Затерянные в истории - Александр Пересвет
Шрифт:
Интервал:
Закладка:
Один из "индейцев" поднял не подходящее к нынешнему времени орудие и начал вертеть его в руках, зачем-то то близко поднося его к глазам, то отставляя его на длину вытянутой руки. Точно бабушка, когда пытается прочитать что-то без очков. Затем ощупал лезвие. То закономерным образом цапнуло мужика за палец. Дядька воскликнул что-то удивлённо и быстро отбросил нож в сторону. Словно тот мгновенно стал очень горячим.
На пальце у "индейца" выступила кровь. Выглядел мужик, мягко говоря, впечатлённым.
Саша ухмыльнулся.
Его ухмылка не ускользнула от внимания старшего. Он что-то лопотнул снова. Веское. Порезанный мужик наклонился, осторожно поднял нож, буквально двумя пальчиками, и подал его шефу.
Тот внимательно и очень осторожно осмотрел невиданное в здешних местах устройство. Тоже попробовал его остроту. Нож снова показал зубки. Указательный палец главного "индейца" окрасился кровью.
Но у босса нервы оказались покрепче, чем у его подчинённого. Он ещё обменялся несколькими словами со своими присными, а затем сделал шаг к Саше и провёл остриём лезвия по его груди.
— Ты чего, урод! — закричал мальчишка, отшатнувшись. — Больно же!
"Индеец" осклабился. Сказал своим что-то удовлетворённо. Понятно было без слов: дядька хотел убедиться, что вещь не волшебная, а в состоянии порезать своего хозяина так же, как и любого чужака.
Нет, порез был неглубоким, увидел Саша. Кровь текла, да, но не сильно. Щипало только здорово. Странно даже. Должно быть больно, а тут только щиплет.
Но размышлять об этом было некогда. Мужички эти, похоже, излишним гуманизмом не страдают. То есть совершенно неважно, что он попался в руки к "своим". Мало ли, что похож! Вон и немцы на нас похожи, а как воевали! А тут — тем более. Первобытные люди.

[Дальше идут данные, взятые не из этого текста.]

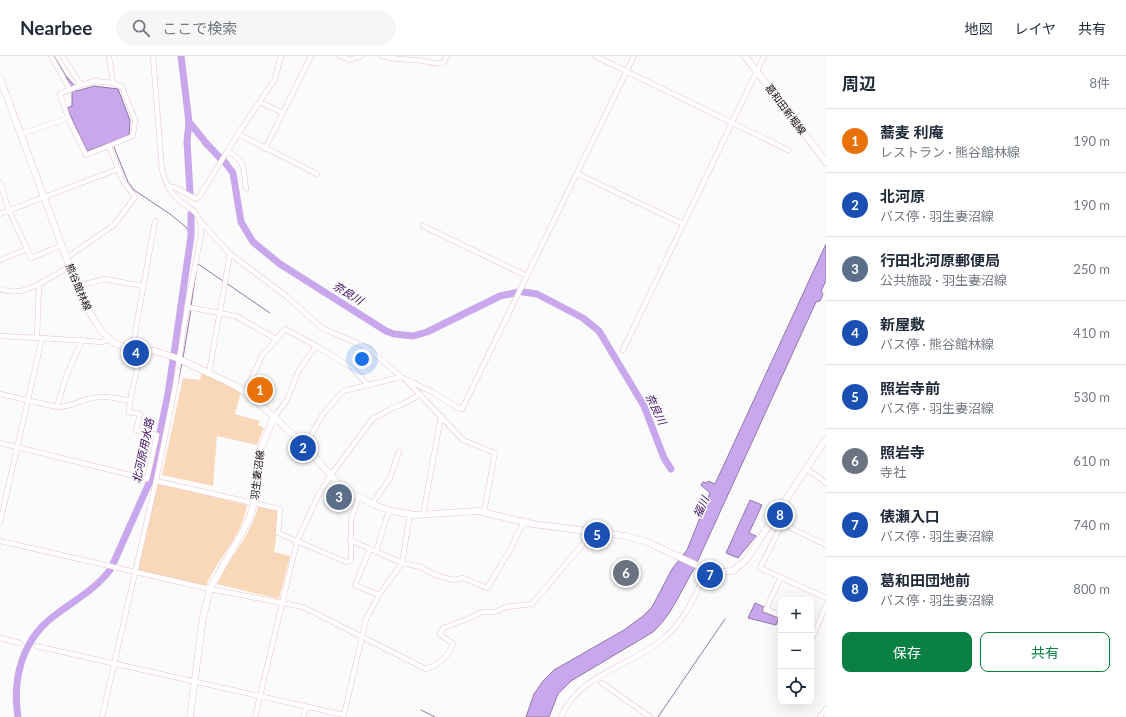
<!DOCTYPE html>
<html lang="ja">
<meta charset="utf-8">
<style>
body{margin:0;font-family:Lato,"Noto Sans JP",sans-serif;background:#f6f6f7;color:#1f2937}
.controls{position:absolute;right:12px;bottom:12px;display:grid;overflow:hidden;border-radius:8px;box-shadow:0 4px 16px #0002}
.controls button{width:36px;height:36px;display:grid;place-items:center;padding:0;border:0;border-bottom:1px solid #e0e1e3;background:#fff;color:#1f2937;font:20px sans-serif}
.you{position:absolute;left:362px;top:303px;width:14px;height:14px;margin:-10px;border:3px solid #fff;border-radius:50%;background:#1a73e8;box-shadow:0 0 0 6px #1a73e833}
.badge{display:grid;place-items:center;width:26px;height:26px;border-radius:50%;background:#0b8043;color:#fff;font-size:13px;font-weight:700}
.pin{position:absolute;translate:-50% -50%;border:2px solid #fff;box-shadow:0 1px 4px #0006}
.list{margin:0;padding:0;list-style:none}
h2{display:flex;justify-content:space-between;align-items:center;height:52px;margin:0;padding:0 16px;font-size:17px}
h2 small{font-size:13px;font-weight:400;color:#747a83}
.list li{display:grid;grid-template-columns:26px 1fr auto;gap:12px;align-items:center;box-sizing:border-box;height:64px;padding:0 16px;border-top:1px solid #e0e1e3}
.list b{display:block;font-size:15px;white-space:nowrap}
.list p{margin:0;font-size:13px;white-space:nowrap;color:#747a83}
.list em{font-size:13px;font-style:normal;color:#747a83}
.actions{display:flex;gap:8px;padding:12px 16px}
.actions a{flex:1;padding:9px 0;border:1px solid #0b8043;border-radius:8px;text-align:center;font-size:14px;color:#0b8043}
.actions .main{background:#0b8043;color:#fff}
.icon{flex:none;width:22px;height:22px;fill:none;stroke:currentColor;stroke-width:2;stroke-linecap:round;stroke-linejoin:round}
.map{position:relative;flex:none;width:826px;height:661px;overflow:hidden}
header{display:flex;align-items:center;gap:24px;box-sizing:border-box;height:56px;padding:0 20px;background:#fff;border-bottom:1px solid #e0e1e3}
header strong{font-size:19px}
nav{display:flex;gap:22px;margin-inline-start:auto;font-size:14px}
.search{width:280px;height:36px;background:#f6f6f7;display:flex;align-items:center;gap:10px;box-sizing:border-box;padding:0 14px;border-radius:22px;color:#747a83;font-size:15px}
main{display:flex}
aside{flex:1;background:#fff}
.map>svg:first-child{display:block}
.green{fill:#f9d8b9}
.water{fill:#c8a7ec;stroke:#9277a8}
.lines{fill:none;stroke-linecap:round;stroke-linejoin:round}
.stream{stroke:#9277a8;stroke-width:1}
.river{stroke:#c8a7ec;stroke-width:7}
.minor-casing{stroke:#ebc2ca;stroke-width:5.5}
.major-casing{stroke:#ebc2ca;stroke-width:7}
.minor{stroke:#fff;stroke-width:4.5}
.major{stroke:#fff;stroke-width:6}
.labels{text-anchor:middle;stroke-width:3;stroke-linejoin:round;paint-order:stroke}
.street-label{font-size:10px;fill:#14080a;stroke:#fbfbfb}
.water-label{font-size:11px;font-style:italic;fill:#3b0b5c;stroke:#fbfbfb}
</style>
<header>
<strong>Nearbee</strong>
<div class="search"><svg class="icon" aria-label="search" viewBox="0 0 24 24"><circle cx="10" cy="10" r="6"/><path d="M15 15l6 6"/></svg>ここで検索</div>
<nav><a>地図</a><a>レイヤ</a><a>共有</a></nav>
</header>
<main>
<div class="map">
<svg width="826" height="661" viewBox="0 0 826 661">
<rect width="100%" height="100%" fill="#fbfbfb"/>
<!-- green -->
<g class="green">
<path d="M202,316L241,336L235,358L260,365L258,369L264,372L257,389L217,380L213,430L162,419L183,322L200,324Z"/>
<path d="M157,427L247,449C243,479 217,503 206,530L138,515Z"/>
<path d="M259,447L279,450L280,453L274,496L290,500L279,543L217,528C230,501 253,477 259,447Z"/>
</g>
<!-- water -->
<g class="water">
<path d="M66,20L75,30L77,35L94,30L118,33L130,64L129,80L87,95L67,52L72,50V35Z"/>
<path d="M826,188V225L821,235L823,238L820,245L816,246L694,513C681,534 672,559 653,576L571,625L558,638L549,661H526L534,638L543,625L554,614L624,574L643,560L652,551L672,513L687,494L710,437L701,429L703,426L707,427L708,425L715,428Z"/>
<path d="M750,444L762,449L749,477L756,480L738,502L726,497Z"/>
<path d="M755,547L764,551L762,556L779,562L776,569L748,562Z"/>
</g>
<g class="lines">
<!-- stream -->
<g class="stream">
<path d="M54,0L66,20"/>
<path d="M114,91L128,126L134,134L170,158L186,171L191,180"/>
<path d="M198,208L223,225"/>
<path d="M226,227L270,257"/>
<path d="M191,250L196,216"/>
<path d="M183,302L191,253"/>
<path d="M177,331L182,307"/>
<path d="M421,654L435,661"/>
<path d="M658,661L725,563"/>
</g>
<!-- river -->
<g class="river">
<path d="M181,0L189,66L187,85L190,137"/>
<path d="M189,66L203,83"/>
<path d="M205,86L221,103"/>
<path d="M224,105L233,117L241,166L253,186L280,208L386,275L394,278L413,280L427,276L500,240L519,236"/>
<path d="M523,236L537,238L583,262L599,275L644,350L664,402L671,413"/>
<path d="M174,298L191,180V158"/>
<path d="M113,508L150,425L168,338L173,304"/>
<path d="M18,661C12,623 22,584 54,560C73,545 95,534 110,514"/>
</g>
<defs>
<g id="minor">
<path d="M51,0L70,34"/>
<path d="M62,0L81,29"/>
<path d="M109,0L113,27"/>
<path d="M340,0L350,4L361,0"/>
<path d="M381,0C396,4 409,3 424,5C430,6 436,9 443,7L447,0"/>
<path d="M595,0L788,94"/>
<path d="M95,25L113,27L122,31L135,64L133,80L86,99L68,62L60,38L81,29Z"/>
<path d="M260,46L283,57"/>
<path d="M21,78L68,62"/>
<path d="M238,78L317,118"/>
<path d="M265,93L311,0"/>
<path d="M228,95C246,106 243,112 246,132"/>
<path d="M578,118L683,168"/>
<path d="M0,127L9,154L31,202L62,189"/>
<path d="M167,130L174,131L196,143L199,141L238,78L275,23L281,0"/>
<path d="M0,158L118,113"/>
<path d="M202,167L230,198L286,240L322,272L368,292L401,321L343,335L323,358L305,390"/>
<path d="M423,170L527,220"/>
<path d="M66,202L114,169L135,141L123,125L109,90"/>
<path d="M0,204L27,193"/>
<path d="M77,230L105,223L143,230"/>
<path d="M0,233C15,238 25,235 39,228"/>
<path d="M187,251L236,260L276,283"/>
<path d="M0,280L39,282"/>
<path d="M37,282L39,228L69,211"/>
<path d="M132,294L155,165"/>
<path d="M623,294L764,0"/>
<path d="M209,317L230,198"/>
<path d="M401,321L434,337L458,352L462,353L463,351L634,0"/>
<path d="M407,325L463,384L495,397L484,456"/>
<path d="M245,336L262,300L285,273L316,290"/>
<path d="M0,338L57,351C69,351 77,346 88,343C100,339 118,342 130,345L138,308L137,295"/>
<path d="M57,351L66,321L82,284"/>
<path d="M274,361L287,344L299,314L316,290L351,311L368,329"/>
<path d="M0,387L147,423L157,379L136,374L140,358L129,356L130,345"/>
<path d="M807,413L826,427"/>
<path d="M156,425L280,453L278,477L346,506L351,505V464L358,442"/>
<path d="M372,448L390,422L399,396"/>
<path d="M423,459L441,360"/>
<path d="M774,464L826,489"/>
<path d="M0,467L42,282L102,286L109,283"/>
<path d="M782,468L760,512L826,542"/>
<path d="M350,484L402,507L421,511L435,519L453,524L463,522L487,532L513,489L514,485L524,466"/>
<path d="M0,485L210,533L303,551L426,613C438,609 449,600 453,588L440,578L443,572L465,564L482,556H495L506,551L532,548L593,476"/>
<path d="M370,493L355,529L379,539"/>
<path d="M376,496L389,454"/>
<path d="M781,521L766,553L781,560"/>
<path d="M0,582L20,587"/>
<path d="M812,582L826,550"/>
<path d="M36,590L344,659L366,563L379,539L402,507L410,458"/>
<path d="M602,627L650,661"/>
<path d="M102,661L156,425L175,331L187,251L201,179C202,150 188,156 173,138C167,131 165,123 162,115L153,0"/>
<path d="M255,661L297,485L320,436L331,419L373,362C381,360 387,354 395,351C404,348 412,344 420,338"/>
<path d="M303,661L306,652"/>
<path d="M561,661C580,617 630,611 663,583C685,565 695,539 707,514"/>
<path d="M820,661L826,653"/>
</g>
<g id="major">
<path d="M745,0L826,106"/>
<path d="M0,22L82,244L102,276L114,287L132,294L155,295L177,302L236,330L259,347L305,390L342,432L377,450L396,456L416,459L478,455L533,468L626,480L647,486L705,513L717,516L733,515L746,504L826,383"/>
<path d="M190,661L203,561L210,533L249,464L254,447L259,397L274,361"/>
</g>
</defs>
<!-- minor casing -->
<use href="#minor" class="minor-casing"/>
<!-- major casing -->
<use href="#major" class="major-casing"/>
<!-- minor -->
<use href="#minor" class="minor"/>
<!-- major -->
<use href="#major" class="major"/>
</g>
<g class="labels">
<!-- street labels -->
<g class="street-label">
<text transform="translate(786 53) rotate(53)" y="4">葛和田新堀線</text>
<text transform="translate(79 231) rotate(67)" y="4">熊谷館林線</text>
<text transform="translate(257 419) rotate(-83)" y="4">羽生妻沼線</text>
</g>
<!-- water labels -->
<g class="water-label">
<text transform="translate(348 237) rotate(32)" y="4">奈良川</text>
<text transform="translate(656 353) rotate(64)" y="4">奈良川</text>
<text transform="translate(143 395) rotate(-78)" y="4">北河原用水路</text>
<text transform="translate(701 451) rotate(-66)" y="4">福川</text>
</g>
</g>
</svg>
<div class="controls">
<button>+</button>
<button>−</button>
<button><svg class="icon" aria-label="locate" viewBox="0 0 24 24"><circle cx="12" cy="12" r="6"/><path d="M12 2v4M12 18v4M2 12h4M18 12h4"/></svg></button>
</div>
<div class="you"></div>
<div class="pin badge" style="left:260px;top:334px;background:#e8710a">1</div>
<div class="pin badge" style="left:303px;top:392px;background:#1a4fb4">2</div>
<div class="pin badge" style="left:339px;top:441px;background:#5c6f8a">3</div>
<div class="pin badge" style="left:136px;top:297px;background:#1a4fb4">4</div>
<div class="pin badge" style="left:597px;top:479px;background:#1a4fb4">5</div>
<div class="pin badge" style="left:626px;top:517px;background:#6b7280">6</div>
<div class="pin badge" style="left:710px;top:519px;background:#1a4fb4">7</div>
<div class="pin badge" style="left:780px;top:459px;background:#1a4fb4">8</div>
</div>
<aside>
<h2>周辺<small>8件</small></h2>
<ul class="list">
<li><span class="badge" style="background:#e8710a">1</span><div><b>蕎麦 利庵</b><p>レストラン · 熊谷館林線</p></div><em>190 m</em></li>
<li><span class="badge" style="background:#1a4fb4">2</span><div><b>北河原</b><p>バス停 · 羽生妻沼線</p></div><em>190 m</em></li>
<li><span class="badge" style="background:#5c6f8a">3</span><div><b>行田北河原郵便局</b><p>公共施設 · 羽生妻沼線</p></div><em>250 m</em></li>
<li><span class="badge" style="background:#1a4fb4">4</span><div><b>新屋敷</b><p>バス停 · 熊谷館林線</p></div><em>410 m</em></li>
<li><span class="badge" style="background:#1a4fb4">5</span><div><b>照岩寺前</b><p>バス停 · 羽生妻沼線</p></div><em>530 m</em></li>
<li><span class="badge" style="background:#6b7280">6</span><div><b>照岩寺</b><p>寺社</p></div><em>610 m</em></li>
<li><span class="badge" style="background:#1a4fb4">7</span><div><b>俵瀬入口</b><p>バス停 · 羽生妻沼線</p></div><em>740 m</em></li>
<li><span class="badge" style="background:#1a4fb4">8</span><div><b>葛和田団地前</b><p>バス停 · 羽生妻沼線</p></div><em>800 m</em></li>
</ul>
<div class="actions"><a class="main">保存</a><a>共有</a></div>
</aside>
</main>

Помнится, рассказывал им как-то Антохин отец, что для первобытных — все чужие. Свои, дескать, только те, кто в одном племени. С кем рядом живут, вместе на охоту ходят, общие дела делают. Остальные — чужие. И не просто чужие, а как бы и не люди вовсе. И позволено делать с ними всё, что угодно. Что, например, со зверями делать можно.
В Новой Гвинее, рассказывал, еле-еле людоедство среди папуасов лишь недавно удалось приостановить. И то не потому, что те добрые стали, а просто полиция теперь почти до каждого племени добирается и людоедов изымает и сажает. Причём расследование труда не составляет — эти задержавшиеся ещё на стадии каменного века папуасы врать и запираться не умеют. Спросят их: куда делся там, скажем, Бурмаглот, что из соседней деревни в вашем направлении пошёл и пропал? А они и докладывают: очень кушать хотелось, господин полицейский. Вот мы супчика наваристого из него и сделали…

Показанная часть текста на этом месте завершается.